Make sure you keep your UPS sticker and serial number of returned unit. They seem to have lost my 4K unit that I sent in. I cannot find my UPS sticker so am out of luck on the $25 rebate.


----------



## joebird (Sep 15, 2003)

I got two boxes for my 921, yes...same RMA number and all labels the same. I was going to just toss one.


----------



## Skates (Apr 15, 2004)

Same here - received two boxes yesterday...


----------



## Codeman00 (Dec 13, 2003)

No...I received 3 boxes!


----------



## chrisjs (Feb 8, 2006)

Since I was on the phone with the tech center today to activate my replacement 622. I asked about my rebate for the old receiver. He was nice enough to just handle it and give me credit without dealing with trying to find the lost unit, I am a happy customer again.


----------



## BIGBALDITO (Feb 24, 2006)

I had a replacement 622 sent out to me last week, but there was no return tag in the box. So I called Dish and the CSR told me the reason for that was that they had made a mistake and sent me out a complete 622 with everything(remote, cables, etc). I was suppose to only get a 622 reciever.

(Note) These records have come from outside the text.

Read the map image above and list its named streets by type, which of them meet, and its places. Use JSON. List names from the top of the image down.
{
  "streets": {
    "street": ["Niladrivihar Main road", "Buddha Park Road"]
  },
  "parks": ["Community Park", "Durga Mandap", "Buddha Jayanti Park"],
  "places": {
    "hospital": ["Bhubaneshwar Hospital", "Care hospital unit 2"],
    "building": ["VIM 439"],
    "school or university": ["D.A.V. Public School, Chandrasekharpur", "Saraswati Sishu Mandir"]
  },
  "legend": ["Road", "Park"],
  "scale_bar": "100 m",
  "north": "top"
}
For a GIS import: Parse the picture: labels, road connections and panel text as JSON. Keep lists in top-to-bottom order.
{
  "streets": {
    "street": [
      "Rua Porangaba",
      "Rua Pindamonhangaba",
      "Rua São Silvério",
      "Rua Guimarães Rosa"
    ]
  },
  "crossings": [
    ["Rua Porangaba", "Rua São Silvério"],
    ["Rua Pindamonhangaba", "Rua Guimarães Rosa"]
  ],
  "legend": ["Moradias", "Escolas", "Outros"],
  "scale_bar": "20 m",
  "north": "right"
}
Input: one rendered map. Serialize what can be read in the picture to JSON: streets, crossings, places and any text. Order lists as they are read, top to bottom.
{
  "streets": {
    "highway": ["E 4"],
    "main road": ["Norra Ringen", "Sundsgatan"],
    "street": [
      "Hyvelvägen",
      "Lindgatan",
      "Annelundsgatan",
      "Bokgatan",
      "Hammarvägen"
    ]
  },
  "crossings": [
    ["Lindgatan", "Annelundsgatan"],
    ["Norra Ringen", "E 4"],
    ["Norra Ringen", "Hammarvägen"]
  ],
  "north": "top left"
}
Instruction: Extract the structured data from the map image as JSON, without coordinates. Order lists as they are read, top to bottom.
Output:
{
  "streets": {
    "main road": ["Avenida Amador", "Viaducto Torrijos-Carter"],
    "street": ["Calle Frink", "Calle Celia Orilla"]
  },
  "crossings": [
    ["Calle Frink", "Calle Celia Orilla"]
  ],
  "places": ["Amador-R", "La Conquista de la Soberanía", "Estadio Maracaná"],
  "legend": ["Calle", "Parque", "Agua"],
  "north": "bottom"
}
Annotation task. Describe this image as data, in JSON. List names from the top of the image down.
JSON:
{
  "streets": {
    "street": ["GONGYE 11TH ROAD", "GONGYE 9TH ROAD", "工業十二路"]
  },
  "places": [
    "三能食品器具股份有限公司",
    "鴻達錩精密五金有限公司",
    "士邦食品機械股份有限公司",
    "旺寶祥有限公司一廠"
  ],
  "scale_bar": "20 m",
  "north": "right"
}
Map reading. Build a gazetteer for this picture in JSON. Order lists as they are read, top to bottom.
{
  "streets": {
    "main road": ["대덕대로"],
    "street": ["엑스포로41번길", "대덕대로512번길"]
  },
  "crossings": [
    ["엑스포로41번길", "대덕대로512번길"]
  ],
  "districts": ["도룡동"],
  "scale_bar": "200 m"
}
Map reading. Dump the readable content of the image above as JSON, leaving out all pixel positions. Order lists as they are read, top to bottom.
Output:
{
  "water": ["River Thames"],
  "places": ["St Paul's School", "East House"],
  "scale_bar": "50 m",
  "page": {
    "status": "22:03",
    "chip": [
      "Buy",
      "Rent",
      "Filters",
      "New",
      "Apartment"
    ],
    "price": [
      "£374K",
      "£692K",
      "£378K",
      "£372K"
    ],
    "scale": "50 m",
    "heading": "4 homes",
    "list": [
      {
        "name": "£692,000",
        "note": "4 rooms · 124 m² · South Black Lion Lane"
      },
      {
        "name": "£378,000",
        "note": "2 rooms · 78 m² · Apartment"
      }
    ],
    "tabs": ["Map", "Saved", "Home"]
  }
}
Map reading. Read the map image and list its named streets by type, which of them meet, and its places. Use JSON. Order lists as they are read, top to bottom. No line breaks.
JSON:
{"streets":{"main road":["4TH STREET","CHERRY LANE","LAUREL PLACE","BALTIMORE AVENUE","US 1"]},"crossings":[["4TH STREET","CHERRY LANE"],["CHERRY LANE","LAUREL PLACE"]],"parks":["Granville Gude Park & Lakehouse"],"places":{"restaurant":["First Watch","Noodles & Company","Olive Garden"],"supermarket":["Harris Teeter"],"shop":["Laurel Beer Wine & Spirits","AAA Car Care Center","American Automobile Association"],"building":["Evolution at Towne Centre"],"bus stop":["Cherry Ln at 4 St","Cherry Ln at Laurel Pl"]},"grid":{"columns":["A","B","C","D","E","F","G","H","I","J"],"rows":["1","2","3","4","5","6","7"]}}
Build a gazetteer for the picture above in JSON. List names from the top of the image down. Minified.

They said they would send me a box with a return tag in about 7 days. We will see I'm guessing they will send me another 622. HEHE


----------



## guruka (Dec 27, 2003)

Yup. Two identical matching empty boxes arrived last week and the 622 arrived today. Install is scheduled for the 21st.

.....G


----------



## wingnut1 (Nov 10, 2005)

I have a 508 and 510 receiver that I've been trying to return for months and they never send me boxes. At first I called every two weeks then once a month and I finally gave up. Monday I received my 622 and an empty box. Mybe I'll try the double decker shipping like an earlier poster with the 508 and 510 and send the 921 back in the box my 622 was in.


----------



## SaltiDawg (Aug 30, 2004)

chrisjs said:


> Make sure you keep your UPS sticker and serial number of returned unit. They seem to have lost my 4K unit that I sent in. I cannot find my UPS sticker so am out of luck on the $25 rebate.


Actually the Tracking Number is on the ARS Return Lable... I trapped mine all the way back to TX and printed a copy of the final status showing "Delivered."


----------